Sarah and Roxie, two fluffies that belong to Fred Neal. Photo by Fred Neal.
By Denise Flaim
No matter what you call them – “fluffies,” “hairies” or “rough coats” – long-haired Mastiffs are instant conversation sparkers for those who have never seen one.
Fred B. Neal of Burlington, Kentucky, owns two fluffies, both of them rescues. The first, Sara, just “kind of popped up” when she was adopted with her littermate sister, Liberty.
“At that point I really didn’t know what a fluffy Mastiff was,” Neal says, adding that after some research he soon realized that purebred, long-haired Mastiffs existed. A short time later, he heard about a Leonberger who was up for adoption. It turned out to be a fluffy Mastiff.

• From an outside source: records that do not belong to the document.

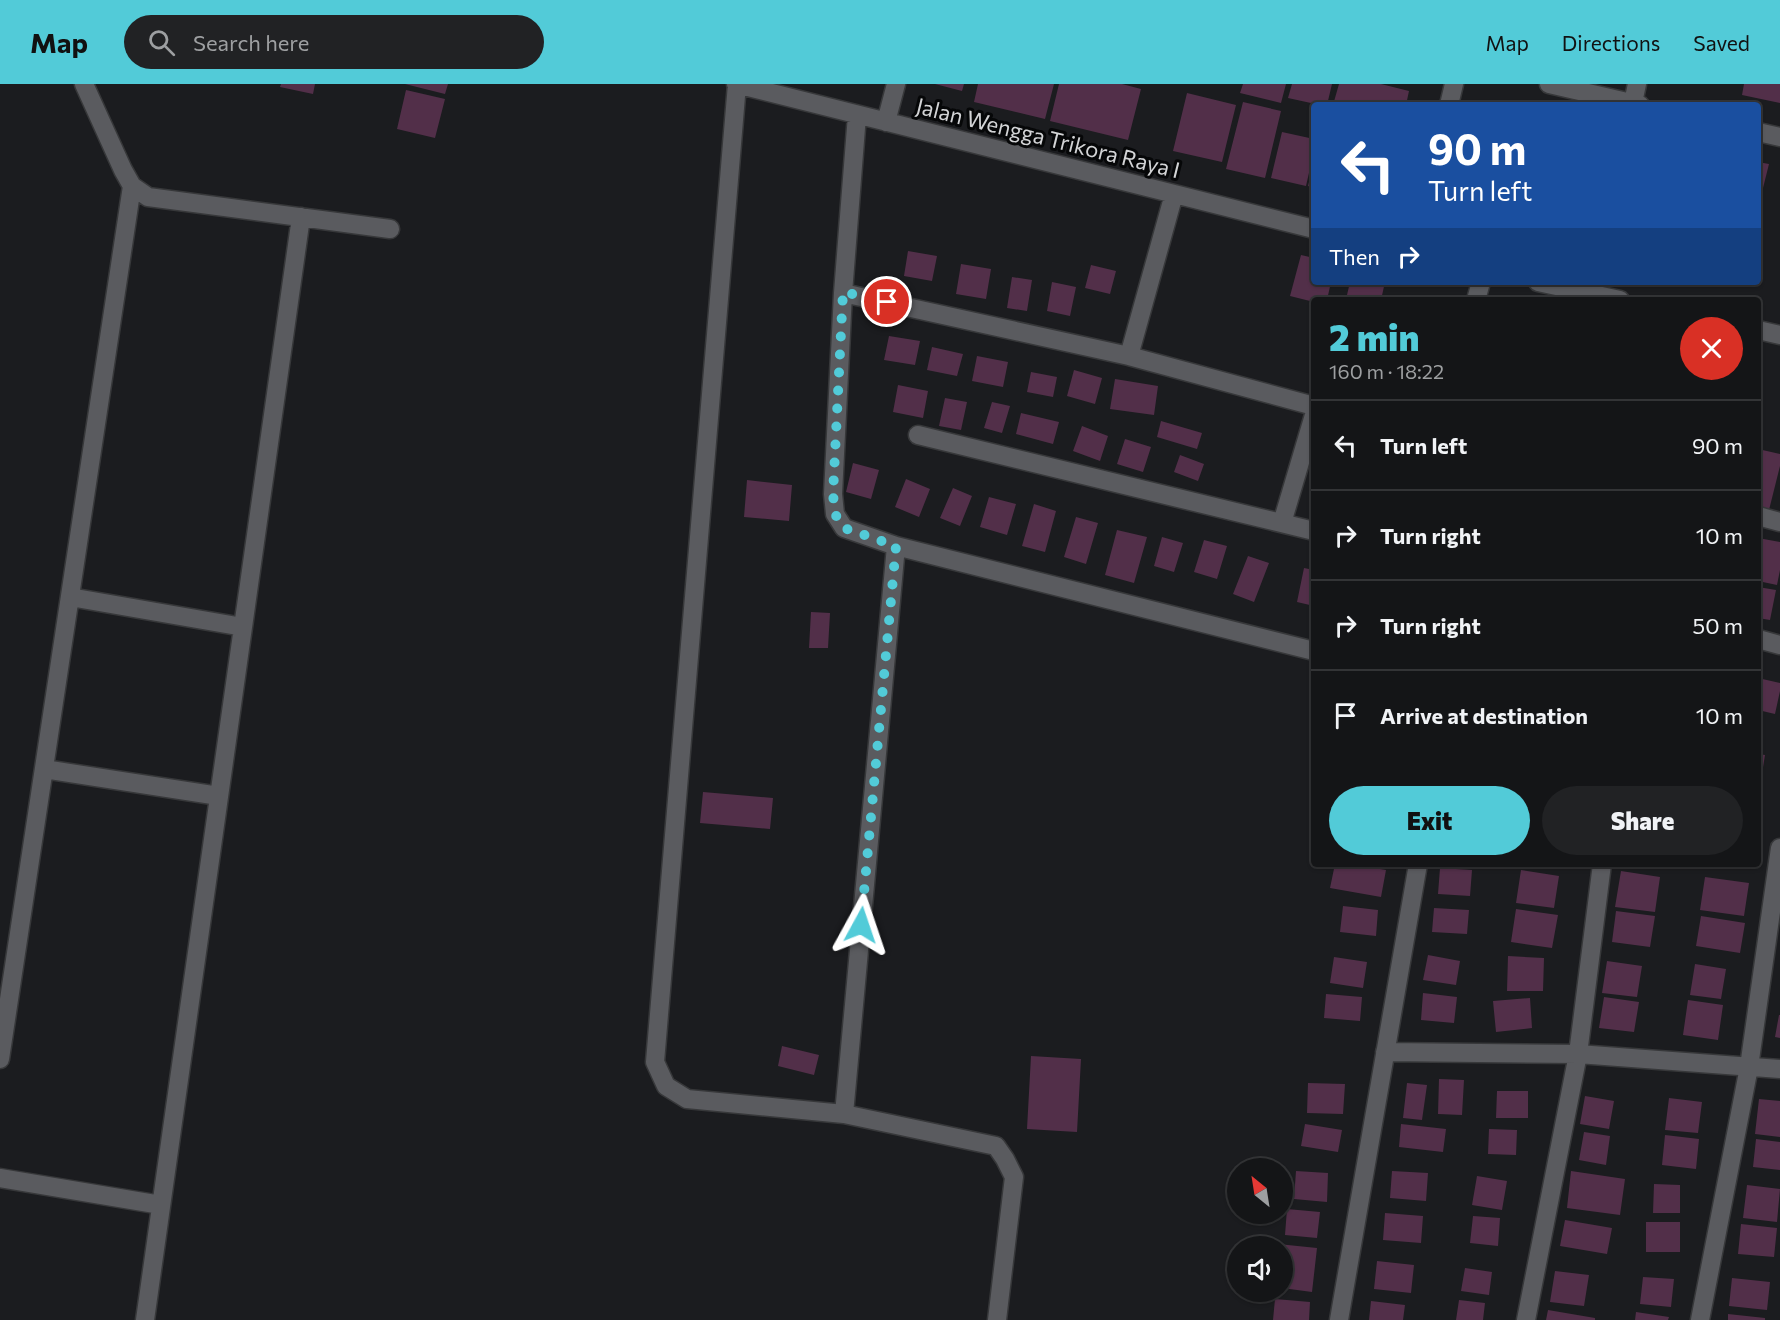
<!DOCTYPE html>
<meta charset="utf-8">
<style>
body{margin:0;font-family:Commissioner,sans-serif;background:#212224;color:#f1f3f6;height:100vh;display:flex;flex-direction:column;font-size:22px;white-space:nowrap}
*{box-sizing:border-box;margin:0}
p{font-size:20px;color:#9d9fa1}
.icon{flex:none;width:33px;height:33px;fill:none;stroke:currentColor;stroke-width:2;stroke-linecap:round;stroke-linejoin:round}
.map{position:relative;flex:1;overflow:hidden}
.details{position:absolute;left:1311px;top:213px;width:450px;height:570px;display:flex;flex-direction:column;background:#141517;border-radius:6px;box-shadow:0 2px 4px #0004,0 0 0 2px #333436}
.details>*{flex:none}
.top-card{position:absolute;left:1311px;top:18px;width:450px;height:183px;border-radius:6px;box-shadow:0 2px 4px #0004,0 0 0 2px #333436;background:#1a4fa0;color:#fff;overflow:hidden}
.needle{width:39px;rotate:330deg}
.tools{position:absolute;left:1227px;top:1074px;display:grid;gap:12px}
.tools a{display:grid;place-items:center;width:66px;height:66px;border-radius:50%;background:#141517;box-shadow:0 2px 4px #0004,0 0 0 2px #333436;font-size:30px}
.pin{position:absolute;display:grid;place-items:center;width:51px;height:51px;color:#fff;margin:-26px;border:3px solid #fff;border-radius:50%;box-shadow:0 2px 6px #0007}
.me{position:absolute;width:66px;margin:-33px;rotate:5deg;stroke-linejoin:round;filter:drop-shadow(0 0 4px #0008)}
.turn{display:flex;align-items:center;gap:21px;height:126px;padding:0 18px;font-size:27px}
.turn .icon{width:78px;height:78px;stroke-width:2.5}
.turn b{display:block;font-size:42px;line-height:51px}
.then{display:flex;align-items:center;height:57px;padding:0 18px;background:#0003;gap:12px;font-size:22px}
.round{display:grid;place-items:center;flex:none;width:63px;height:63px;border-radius:32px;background:#212224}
.overview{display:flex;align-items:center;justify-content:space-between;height:102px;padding:0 18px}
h1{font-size:36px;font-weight:800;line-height:45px;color:#52cbd8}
.action{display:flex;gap:12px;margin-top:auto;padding:12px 18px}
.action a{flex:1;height:69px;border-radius:36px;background:#52cbd8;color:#111;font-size:24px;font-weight:800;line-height:69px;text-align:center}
.action a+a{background:#212224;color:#f1f3f6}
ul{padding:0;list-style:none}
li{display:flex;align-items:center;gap:18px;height:90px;padding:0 18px;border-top:2px solid #333436}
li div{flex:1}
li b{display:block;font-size:22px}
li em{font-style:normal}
header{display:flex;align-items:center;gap:36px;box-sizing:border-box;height:84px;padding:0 30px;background:#52cbd8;color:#111}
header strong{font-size:28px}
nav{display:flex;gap:33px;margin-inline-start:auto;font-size:21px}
.search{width:420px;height:54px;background:#212224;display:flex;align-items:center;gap:15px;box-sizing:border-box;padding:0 21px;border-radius:33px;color:#9d9fa1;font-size:22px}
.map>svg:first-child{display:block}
</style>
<header>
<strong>Map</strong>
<div class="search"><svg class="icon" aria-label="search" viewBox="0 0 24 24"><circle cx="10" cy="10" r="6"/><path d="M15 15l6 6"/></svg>Search here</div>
<nav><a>Map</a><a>Directions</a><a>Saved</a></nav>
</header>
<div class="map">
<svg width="1780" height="1236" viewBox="0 0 1780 1236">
<rect width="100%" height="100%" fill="#1b1c1f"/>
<path fill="#522f49" d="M281,0H315L313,10L280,3Z
M405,0H448L445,10Z
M935,0H964L962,7Z
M978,0H1054L1045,35L974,18Z
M1059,0H1122L1141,5L1128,56L1050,37Z
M1243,0H1286L1281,19L1240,9Z
M1292,0H1332L1327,21H1320L1288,14Z
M1339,0H1381L1409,7L1406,21H1333Z
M1744,0H1780V19L1742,11Z
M406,6L445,15L435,54L397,45Z
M1187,9L1236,21L1222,78L1173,67Z
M1243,18L1281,27L1265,94L1226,85Z
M1282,48L1314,55V67L1306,102L1271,94Z
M1758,78L1769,80L1759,120H1758Z
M1313,81H1314V104L1308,102Z
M908,167L937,172L932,197L904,192Z
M1301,171L1314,174V198H1331L1327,216H1314V218L1290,212Z
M961,180L991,185L986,215L956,210Z
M1091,181L1116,187L1110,210L1085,204Z
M1012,193L1032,196L1027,227L1007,224Z
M1052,198L1076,203L1070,232L1047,227Z
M1350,198H1385L1381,216H1366L1347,211Z
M889,252L920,257L915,281L884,276Z
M932,263L963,270L957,292L927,286Z
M977,272L1008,278L1003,303L972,297Z
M1074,286L1102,294L1095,320L1067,312Z
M1031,288L1057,293L1053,313L1027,308Z
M1115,295L1158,302L1154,331L1110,325Z
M898,301L928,307L923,334L893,328Z
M945,314L967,318L961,346L939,342Z
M992,318L1010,322L1002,349L984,344Z
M1021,329L1059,338L1053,360L1016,350Z
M1161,337L1202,349L1197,365L1157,353Z
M1082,342L1108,352L1100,377L1073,367Z
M1125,355L1151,363L1143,388L1117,380Z
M1758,365L1780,370V382L1769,426L1758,423Z
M1180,371L1204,380L1198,397L1174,388Z
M853,379L879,386L871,415L846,408Z
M906,395L930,405L919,433L895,423Z
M747,396L792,401L789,437L744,433Z
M953,404L972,412L960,442L940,434Z
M989,413L1016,420L1007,451L980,443Z
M1034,420L1056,427L1045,468L1022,462Z
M1076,433L1098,439L1086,480L1064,473Z
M1117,446L1147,453L1134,499L1105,491Z
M1162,453L1183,459L1174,488L1154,482Z
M1758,454L1780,458V486L1777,501L1758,497Z
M1204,456L1227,462L1217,495L1194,488Z
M1248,472L1269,479L1254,518L1233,510Z
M1304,484L1314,486V522L1297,518Z
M1758,503L1776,506L1770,536L1758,534Z
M811,528L830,529L828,564H809Z
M1758,594L1780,599V607L1775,630L1758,626Z
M1758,670L1765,671L1759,708L1758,707Z
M703,708L773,714L770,745L700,739Z
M1335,780H1351L1386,786L1381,813L1330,804Z
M1440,784L1472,786L1470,812L1438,810Z
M1521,786L1559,792L1554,824L1516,819Z
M1621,787L1660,793L1655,828L1615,823Z
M1705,793L1749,799L1744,832L1700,826Z
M1343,822L1378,826L1376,852L1340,848Z
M1434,824L1469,826L1467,850L1432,848Z
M1516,825L1558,831L1552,864L1511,858Z
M1616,827L1655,832L1650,863L1612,858Z
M1701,832L1745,839L1740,869L1696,862Z
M1428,871L1460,877L1456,901L1423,896Z
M1508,872L1544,874L1543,907H1507Z
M1334,873L1367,878L1363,904L1330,899Z
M1607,877L1642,882L1637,913L1602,909Z
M1695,880L1726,885L1721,915L1690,911Z
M1423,909L1457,913L1454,939L1421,936Z
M1326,910L1362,913L1360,937L1324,934Z
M1604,913L1639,918L1634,948L1599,944Z
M1530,914L1532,944L1496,948L1493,917Z
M1688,916L1723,921L1718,956L1683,951Z
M1779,931H1780V954L1775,953Z
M782,962L819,971L814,991L778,982Z
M1031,972L1081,975L1077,1048L1027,1045Z
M1439,995L1464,996L1462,1031L1438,1030Z
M1308,999L1345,1000L1343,1030L1307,1029Z
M1407,999L1427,1001L1422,1036L1403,1034Z
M1497,1007H1528V1034H1496Z
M1585,1012L1614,1017L1609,1045L1580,1040Z
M1669,1014L1702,1018L1698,1049L1665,1046Z
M1759,1015L1780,1017V1053L1755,1050Z
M1305,1040L1342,1046L1338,1068L1301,1062Z
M1401,1040L1446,1045L1443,1068L1399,1063Z
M1489,1045L1517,1046L1516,1071L1488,1070Z
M1584,1048L1610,1052L1606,1081L1579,1076Z
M1665,1051L1699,1055L1696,1085L1662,1081Z
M1756,1055L1780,1058V1086L1753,1083Z
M1296,1087L1328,1089L1327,1118L1294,1115Z
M1392,1087L1428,1089L1426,1117L1390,1114Z
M1571,1087L1625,1095L1620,1131L1567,1124Z
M1477,1092L1507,1097L1502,1126L1472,1121Z
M1654,1100L1680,1101V1129H1653Z
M1747,1101L1780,1105L1777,1138L1743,1134Z
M1287,1125L1320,1128L1317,1154L1285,1151Z
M1385,1129L1423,1132L1421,1159L1383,1156Z
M1473,1132L1500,1134L1498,1162L1470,1159Z
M1565,1136L1612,1144L1607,1170L1560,1162Z
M1646,1138H1680V1168H1646Z
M1741,1140L1777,1144L1774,1173L1738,1170Z
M1278,1160L1317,1164L1312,1208L1282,1204V1162H1277Z
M1377,1177L1414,1181L1411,1209L1374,1205Z
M1465,1184L1492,1188L1489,1211L1461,1207Z
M1555,1187L1589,1191L1584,1222L1550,1218Z
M1643,1193L1674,1195L1671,1223L1640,1220Z
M1732,1194L1770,1198L1767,1226L1729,1222Z
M1275,1215L1310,1218L1309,1236H1273Z
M1459,1216L1485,1219L1483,1236H1456Z
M1371,1217L1405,1221L1403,1236H1369Z
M1548,1226L1595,1234V1236H1546Z
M1636,1228L1669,1233L1668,1236H1635Z
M1728,1230L1765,1234V1236H1728Z"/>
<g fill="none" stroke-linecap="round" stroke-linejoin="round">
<defs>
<path id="minor" d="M84,0L123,86L132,102L148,113L390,145
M736,0L1314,145
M737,0L655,978L666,1002L687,1015L844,1030L996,1062L1005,1075L1014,1093L997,1236
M1549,0L1640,21
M1633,19L1637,0
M1449,21L1454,0
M857,31L843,209L833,410L835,430L844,444L896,462L1314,567
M886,38L896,0
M1758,48L1780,53
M1538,198L1620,216
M843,209L1129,272L1314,322
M1476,216L1481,198
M1758,246L1780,251
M1129,272L1174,110
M918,351L1314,447
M1758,432L1780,438
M1282,439L1314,331
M70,513L243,543
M1758,555L1780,561
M44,685L219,712
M1385,968L1578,970L1780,985
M0,975L132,102
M844,1030L896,462
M0,1094L161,1121
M145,1236L301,133
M1339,1236L1418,780
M1526,1236L1578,970L1602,780
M1700,1236L1749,983L1780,764"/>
</defs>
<use href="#minor" stroke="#37383a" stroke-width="21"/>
<use href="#minor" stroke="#5a5b5f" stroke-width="18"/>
</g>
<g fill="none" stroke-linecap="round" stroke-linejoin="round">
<path stroke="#52cbd8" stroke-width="10" stroke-dasharray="0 18" d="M861,841L896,462L844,444L835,430L833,410L843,208L887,218"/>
</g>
<g text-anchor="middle" stroke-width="6" stroke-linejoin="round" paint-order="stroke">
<g font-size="22" fill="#d3d4d6" stroke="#060708">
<text transform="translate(1048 54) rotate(14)" y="8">Jalan Wengga Trikora Raya I</text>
</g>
</g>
</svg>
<div class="tools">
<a><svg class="needle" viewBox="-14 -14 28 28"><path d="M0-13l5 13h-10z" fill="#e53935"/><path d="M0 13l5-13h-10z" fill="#9d9fa1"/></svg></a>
<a><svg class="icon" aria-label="sound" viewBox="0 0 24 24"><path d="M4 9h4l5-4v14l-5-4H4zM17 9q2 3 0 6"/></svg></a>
</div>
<div class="pin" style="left:887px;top:218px;background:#d93025"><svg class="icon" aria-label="arrive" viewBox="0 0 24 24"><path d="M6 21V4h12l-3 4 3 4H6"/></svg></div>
<svg class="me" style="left:861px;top:841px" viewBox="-20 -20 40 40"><path d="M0-17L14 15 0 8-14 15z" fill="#52cbd8" stroke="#fff" stroke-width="4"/></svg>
<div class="top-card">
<div class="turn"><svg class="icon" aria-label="left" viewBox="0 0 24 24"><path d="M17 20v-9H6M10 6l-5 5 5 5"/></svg><div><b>90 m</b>Turn left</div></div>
<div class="then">Then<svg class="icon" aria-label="right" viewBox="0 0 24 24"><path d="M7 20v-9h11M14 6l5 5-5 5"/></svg></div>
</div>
<section class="details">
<div class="overview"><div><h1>2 min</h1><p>160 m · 18:22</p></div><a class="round" style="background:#d93025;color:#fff"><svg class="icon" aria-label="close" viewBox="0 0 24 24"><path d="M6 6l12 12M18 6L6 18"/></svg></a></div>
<ul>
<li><svg class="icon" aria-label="left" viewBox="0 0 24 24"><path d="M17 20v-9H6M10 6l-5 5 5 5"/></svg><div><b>Turn left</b></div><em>90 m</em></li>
<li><svg class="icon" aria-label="right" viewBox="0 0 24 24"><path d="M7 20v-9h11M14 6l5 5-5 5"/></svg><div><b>Turn right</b></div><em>10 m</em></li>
<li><svg class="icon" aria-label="right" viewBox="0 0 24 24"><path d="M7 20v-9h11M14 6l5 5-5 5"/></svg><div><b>Turn right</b></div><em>50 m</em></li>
<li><svg class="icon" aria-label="arrive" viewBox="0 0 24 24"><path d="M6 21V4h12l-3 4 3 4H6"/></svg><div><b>Arrive at destination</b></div><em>10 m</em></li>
</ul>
<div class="action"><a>Exit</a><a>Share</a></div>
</section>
</div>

Fluffy Mastiffs are often confused with Leonbergers (above), another large breed that shares its development with the Saint Bernard. But on closer inspection, the Leonberger has a far more refined head.
“If you go out in public with a Mastiff, it always attracts a lot of attention to begin – and with the fluffies, I have to do an awful lot of explaining,” he says. Most people inquire if the dogs are Saint Bernard mixes – a logical guess, since long-ago crosses to that breed are believed to have introduced the long-hair gene into the Mastiff (and, by extension, the Bullmastiff, too). Another popular guess is Leonberger, a German breed that, ironically, is believed to have introduced the long-haired gene into the monks’ breeding pool at the Hospice of Saint Bernard.
“Even dog people don’t really know what they’re looking at” when they encounter a purebred fluffy Mastiff, Neal says. “Most vets and vet techs have no clue.”